St Albans street name quiz - the answers
1) Alma Cut
Commemorating the Battle of Alma (20th September 1854) in the Crimean War. The local regiment, [the 49th (Princess Charlotte of Wales) (Hertfordshire) Regiment] fought in the battle. The ‘Cut’ refers to a narrow cutting, joining one street to another.
2) College Street
College Street dates from 1826/27. It takes its name from buildings on Lower Dagnall Street, which in the 18th century had been the Collegium Insanorum of Dr Nathaniel Cotton, a pioneering mental health home. The buildings were demolished to make way for the road.
3) Drovers Way
This takes its name from the cattle drovers who brought cattle to the market. Between 1926-71 the market stood on the site now occupied by the multi-story car park. Before 1926 the cattle market was situated in front of the Town Hall (now the Museum + Art Gallery).
4) Fishpool Street
In medieval times, this street skirted the north eastern side of the Abbey grounds. Alongside the street lay the fish ponds that the Abbey created to provide a ready supply of fresh fish. The street lay on the main route from the town to north west England, and several coaching inns were located there.
5) Hall Place Gardens
Named after Hall Place, a medieval manor house which stood in the vicinity. In the past it was claimed that King Henry Vl rested there during the First Battle of St Albans. This is now disputed. The house was knocked down in the early 1900s.
6) Holywell Hill
Called Halliwell Street in medieval times. Takes its name from the proximity of a holy well which was supposed to mark the spot where St Alban’s severed head came to rest after rolling down the hill. Abbot Ulsinus (Wulsin) is said to have diverted Watling Street in the ninth or tenth century, forcing all through traffic along the hill, thus enabling the Abbey to levy tolls.
7) London Road
The original road from London to the North West via St Albans passed along Sopwell Lane. In 1796 Thomas Telford constructed a new London Road, removing the need for traffic to come up the steep Holywell Hill. As a result, many of the coaching inns along the Old London Road and Holywell Hill lost much of their trade.
8) Marlborough Gate
Takes its name from the Dukes of Marlborough. The 1st Duke of Marlborough was a famous general in the wars against France at the beginning of the 18th Century. He and his wife, the redoubtable Sarah Spencer, had their favourite home in St Albans and built almshouses for the poor.

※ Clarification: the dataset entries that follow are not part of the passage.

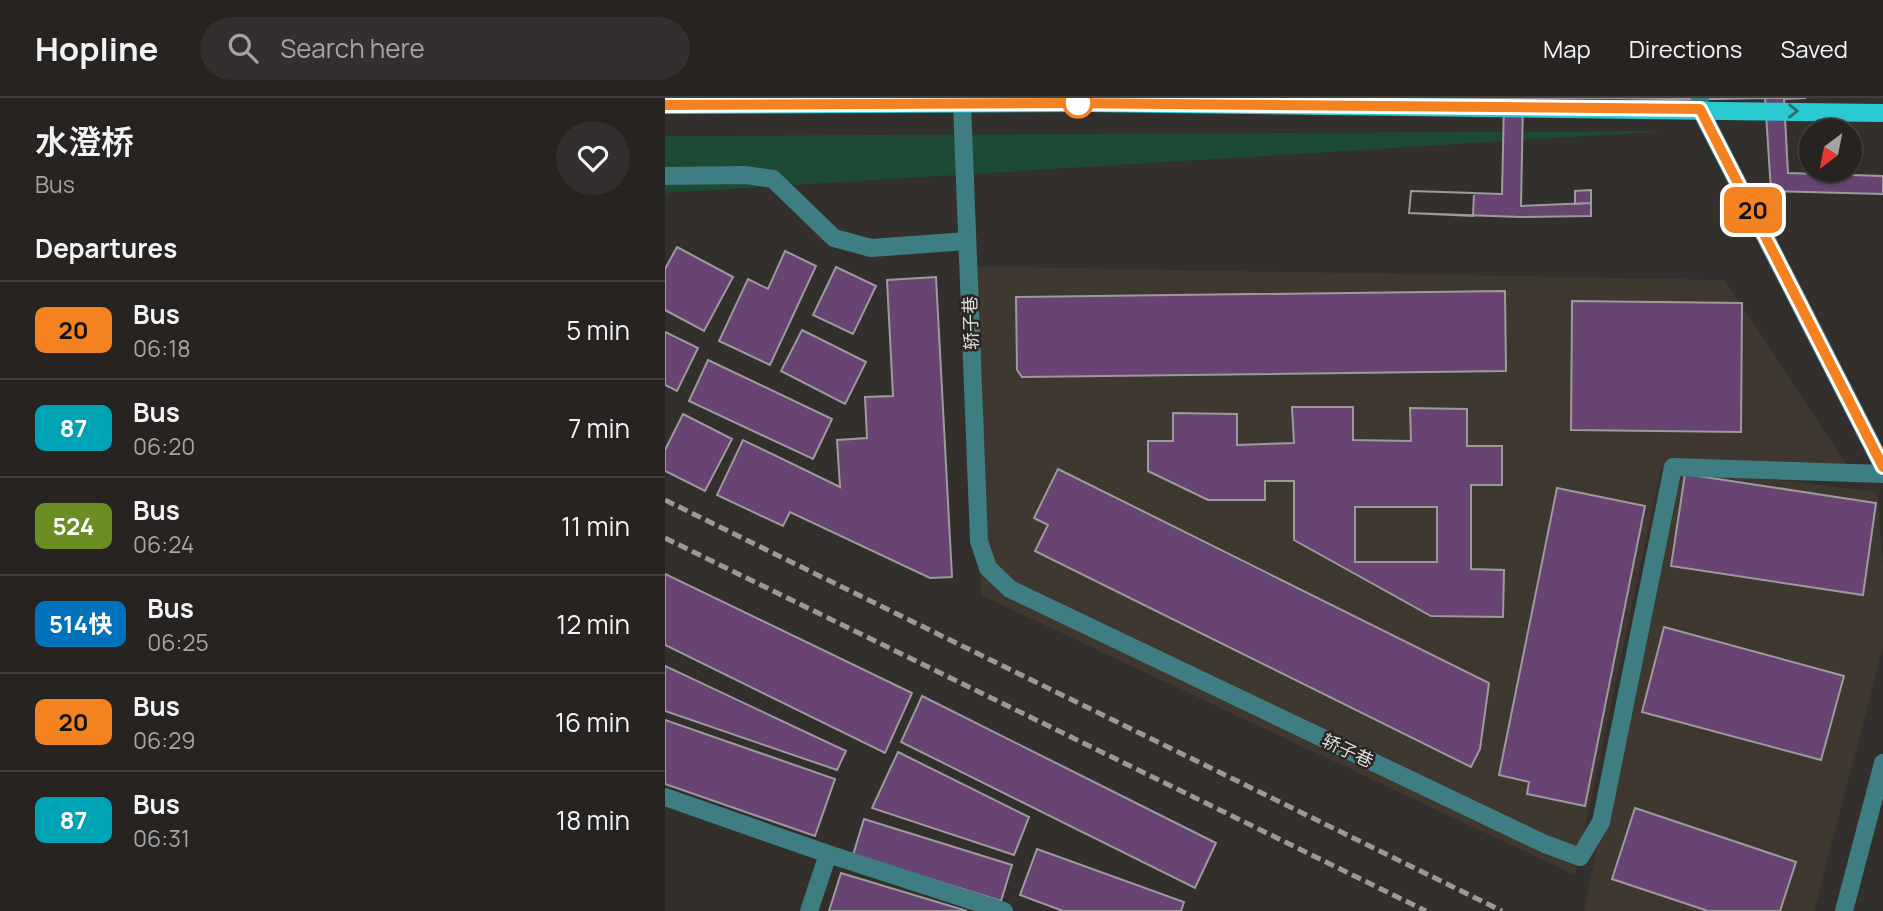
<!DOCTYPE html>
<html lang="en">
<head>
<meta charset="utf-8">
<style>
	:root { --surface:#262321; --page:#322f2e; --text:#f1f3f6; --muted:#a4a4a5; --line:#42403f }
	body { margin:0; font-family:Manrope,"Noto Sans SC",sans-serif; background:var(--page); color:var(--text); height:100vh; display:flex; flex-direction:column; font-size:26px; white-space:nowrap }
	* { box-sizing:border-box; margin:0 }
	p { font-size:23px; color:var(--muted) }
	.icon { flex:none; width:38px; height:38px; fill:none; stroke:currentColor; stroke-width:2; stroke-linecap:round; stroke-linejoin:round }
	.map { position:relative; flex:1; overflow:hidden }
	.drawer { display:flex; flex-direction:column; background:var(--surface); width:665px }
	.drawer>* { flex:none }
	.badge { padding:0 14px; border-radius:10px; font-size:24px; line-height:46px }
	.needle { width:46px; rotate:212deg }
	.fabs { position:absolute; left:1134px; top:21px; display:grid; gap:14px }
	.fabs a { display:grid; place-items:center; width:63px; height:63px; border-radius:50%; background:var(--surface); box-shadow:0 2px 5px #0004,0 0 0 2px var(--line); font-size:35px }
	.map>.badge { position:absolute; translate:-50% -50%; box-shadow:0 0 0 4px #fff }
	h2 { padding:0 35px; font-size:26px; line-height:63px }
	.round { display:grid; place-items:center; flex:none; width:74px; height:74px; border-radius:37px; background:var(--page) }
	.overview { display:flex; align-items:center; justify-content:space-between; height:119px; padding:0 35px }
	h1 { font-size:33px; font-weight:600; line-height:52px }
	ul { padding:0; list-style:none }
	li { display:flex; align-items:center; gap:21px; height:98px; padding:0 35px; border-top:2px solid var(--line) }
	li div { flex:1 }
	li b { display:block; font-size:26px }
	li em { font-style:normal }
	li .badge { min-width:77px; font-weight:700; text-align:center }
	header { display:flex; align-items:center; gap:42px; box-sizing:border-box; height:98px; padding:0 35px; background:var(--surface); border-bottom:2px solid var(--line) }
	header strong { font-size:33px }
	nav { display:flex; gap:38px; margin-inline-start:auto; font-size:24px }
	.search { width:490px; height:63px; background:var(--page); display:flex; align-items:center; gap:18px; box-sizing:border-box; padding:0 24px; border-radius:38px; color:var(--muted); font-size:26px }
	main { display:flex; flex:1; min-height:0 }
	.map>svg:first-child { display:block }
</style>
</head>
<body>
<header>
<strong>Hopline</strong>
<div class="search"><svg class="icon" aria-label="search" viewBox="0 0 24 24"><circle cx="10" cy="10" r="6"/><path d="M15 15l6 6"/></svg>Search here</div>
<nav><a>Map</a><a>Directions</a><a>Saved</a></nav>
</header>
<main>
<section class="drawer">
<div class="overview"><div><h1>水澄桥</h1><p>Bus</p></div><a class="round"><svg class="icon" aria-label="heart" viewBox="0 0 24 24"><path d="M12 20l-8-8c-3-5 5-10 8-4 3-6 11-1 8 4z"/></svg></a></div>
<h2>Departures</h2>
<ul>
<li><span class="badge" style="background:#f58220;color:#111">20</span><div><b>Bus</b><p>06:18</p></div><em>5 min</em></li>
<li><span class="badge" style="background:#00a3b4;color:#fff">87</span><div><b>Bus</b><p>06:20</p></div><em>7 min</em></li>
<li><span class="badge" style="background:#6b8e23;color:#fff">524</span><div><b>Bus</b><p>06:24</p></div><em>11 min</em></li>
<li><span class="badge" style="background:#0072bc;color:#fff">514快</span><div><b>Bus</b><p>06:25</p></div><em>12 min</em></li>
<li><span class="badge" style="background:#f58220;color:#111">20</span><div><b>Bus</b><p>06:29</p></div><em>16 min</em></li>
<li><span class="badge" style="background:#00a3b4;color:#fff">87</span><div><b>Bus</b><p>06:31</p></div><em>18 min</em></li>
</ul>
</section>
<div class="map">
<svg width="1218" height="813" viewBox="0 0 1218 813">
	<rect width="100%" height="100%" fill="#322f2c"/>
	<!-- built -->
	<path fill="#3f3830" d="M302 168 1060 182 1186 374 1018 371 1212 394 1218 467V549L1149 813H919L1007 370H996L910 777 316 497Z"/>
	<!-- green -->
	<path fill="#1c4a34" d="M1004 33 0 95V38Z"/>
	<!-- building -->
	<path fill="#684472" stroke="#9d9a9e" stroke-width="2" fill-rule="evenodd" d="M742 0H1141L1119 1 1123 75 1218 78V96L1106 93 1100 0 858 5 856 108 926 105V118L855 119 744 115 746 93 837 96 839 5 741 10Z
		M926 92V105L910 106V93Z
		M746 93 809 95 808 118 744 115Z
		M12 149 68 179 39 233 0 212V171Z
		M120 153 151 168 105 267 54 243 83 181 103 191Z
		M171 169 211 188 188 236 148 217Z
		M271 179 287 479 265 480 125 414 118 428 52 397 78 342 175 389 172 342 202 340 200 299 228 298 222 182Z
		M840 193 841 273 357 279 352 272 351 199Z
		M907 203 1077 205 1076 334 906 332Z
		M137 232 201 264 180 306 116 273Z
		M0 234 33 250 12 293 0 287Z
		M43 262 167 321 148 361 24 303Z
		M627 309H688V342L746 343 745 310 802 311V348H837V387H806V471L839 472 838 519 766 518 629 442V383H600V402H543L483 373V343H508V315L572 316V347L629 345ZM690 409H772V464H690Z
		M18 316 67 341 40 393 0 373V352Z
		M393 371 824 585 815 651 806 669 370 453 383 427 369 420Z
		M1020 376 1211 405 1198 497 1006 468Z
		M892 390 980 408 920 708 862 696 864 684 834 677Z
		M0 476 247 595 220 655 0 547Z
		M999 529 1179 578 1156 662 977 614Z
		M0 568 181 653 172 672 0 613Z
		M257 598 551 745 530 790 236 644Z
		M0 622 170 681 150 738 0 686Z
		M233 654 364 719 349 757 207 710Z
		M970 710 1131 764 1115 813H1043L947 781Z
		M199 721 347 767 336 803 188 757Z
		M372 751 519 804 516 813H398L355 797Z
		M176 775 302 813H164Z"/>
	<g fill="none" stroke-linecap="round" stroke-linejoin="round">
		<!-- minor -->
		<path stroke="#3e7d81" stroke-width="18" d="M1035 0V11L1218 369
			M297 6 314 443 323 470 345 491 880 746 915 759 936 724 1008 369 1218 376
			M0 78 80 77 108 81 169 140 206 150 302 143
			M0 699 163 756 144 813
			M163 756 339 813
			M1179 813 1218 665"/>
		<!-- major -->
		<path stroke="#29c9d2" stroke-width="18" d="M0 7 422 5 1218 15"/>
		<!-- rail -->
		<path stroke="#9b9997" stroke-width="5" stroke-dasharray="10 5" stroke-linecap="butt" d="M0 402 837 813
			M0 440 761 813"/>
	</g>
	<!-- one-way arrows -->
	<defs><path id="oneway-chevron" d="M-2-3.5L2.5 0L-2 3.5" fill="none" stroke-width="1.6" stroke-linecap="round" stroke-linejoin="round" transform="scale(1.75)"/></defs>
	<use stroke="#286f71" href="#oneway-chevron" transform="translate(1128 13) rotate(1)"/>
	<g fill="none" stroke-linecap="round" stroke-linejoin="round">
		<!-- line casing -->
		<g stroke="#fff" stroke-width="16">
			<path id="line" d="M0 7 400 5 1035 11 1218 369"/>
		</g>
		<!-- line -->
		<use href="#line" stroke="#f58220" stroke-width="10"/>
	</g>
	<!-- markers -->
	<circle fill="#fff" stroke="#f58220" stroke-width="3.5" cx="413" cy="5" r="14"/>
	<g text-anchor="middle" dominant-baseline="central" stroke-width="5" stroke-linejoin="round" paint-order="stroke">
		<!-- street labels -->
		<g font-size="18" fill="#dedcda" stroke="#282522">
			<text transform="translate(305 225) rotate(-92)">轿子巷</text>
			<text transform="translate(683 652) rotate(25)">轿子巷</text>
		</g>
	</g>
</svg>
<div class="fabs">
<a><svg class="needle" viewBox="-14 -14 28 28"><path d="M0-13l5 13h-10z" fill="#e53935"/><path d="M0 13l5-13h-10z" fill="#a4a4a5"/></svg></a>
</div>
<b class="badge" style="left:1088px;top:112px;background:#f58220;color:#111">20</b>
</div>
</main>
</body>
</html>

The name of the shopping centre commemorates the brewery activities on the site dating back to at least 1776. The last brewery on the site, Adey & White’s, closed in 1936.
Romeland is a corruption of the name ‘Roomland’ or ‘open space’ where medieval fairs were held, and where George Tankerfield was burnt at the stake in 1555 in the reign of Queen Mary l. It was eventually used as a supplementary graveyard.
11) Sopwell Lane
Travellers from both Sopwell, where there was a nunnery in medieval times, as well as those from London, would enter St Albans via this road. Coaches had to mark a sharp right hand turn on Holywell Hill, but the need for this was removed when the new London Road was opened in 1796.
12) Spencer Street
Named after the important Spencer family who were very influential in the town. The street was cut through the garden of one of their houses which is now a shop on St Peter’s Street.
13) Spicer Street
Believed to derive from the medieval French word for grocers – épicier. The street later became the home of one of the most historically important ‘independent’ or Dissenting churches in St Albans, catering for local Congregationalists, including the well-known Samuel Ryder.
14) Sumpter Yard
‘Sumpter’ is an old name for a packhorse. These beasts of burden were widely used to transport goods until toll roads (turnpikes) improved road conditions and made it more practicable to use carts. Sumpter Yard is believed to have been the tradesmen’s entrance to the Abbey.
15) Verulam Road
Named after the important local family, the Grimstons, who were Earls of Verulam. The road was ‘cut’ by the renowned Scottish engineer Thomas Telford in 1826, to help speed up the journey from London to Holyhead in North Wales. As a result, coach traffic moved away from Fishpool Street, drastically reducing the business of coaching inns there.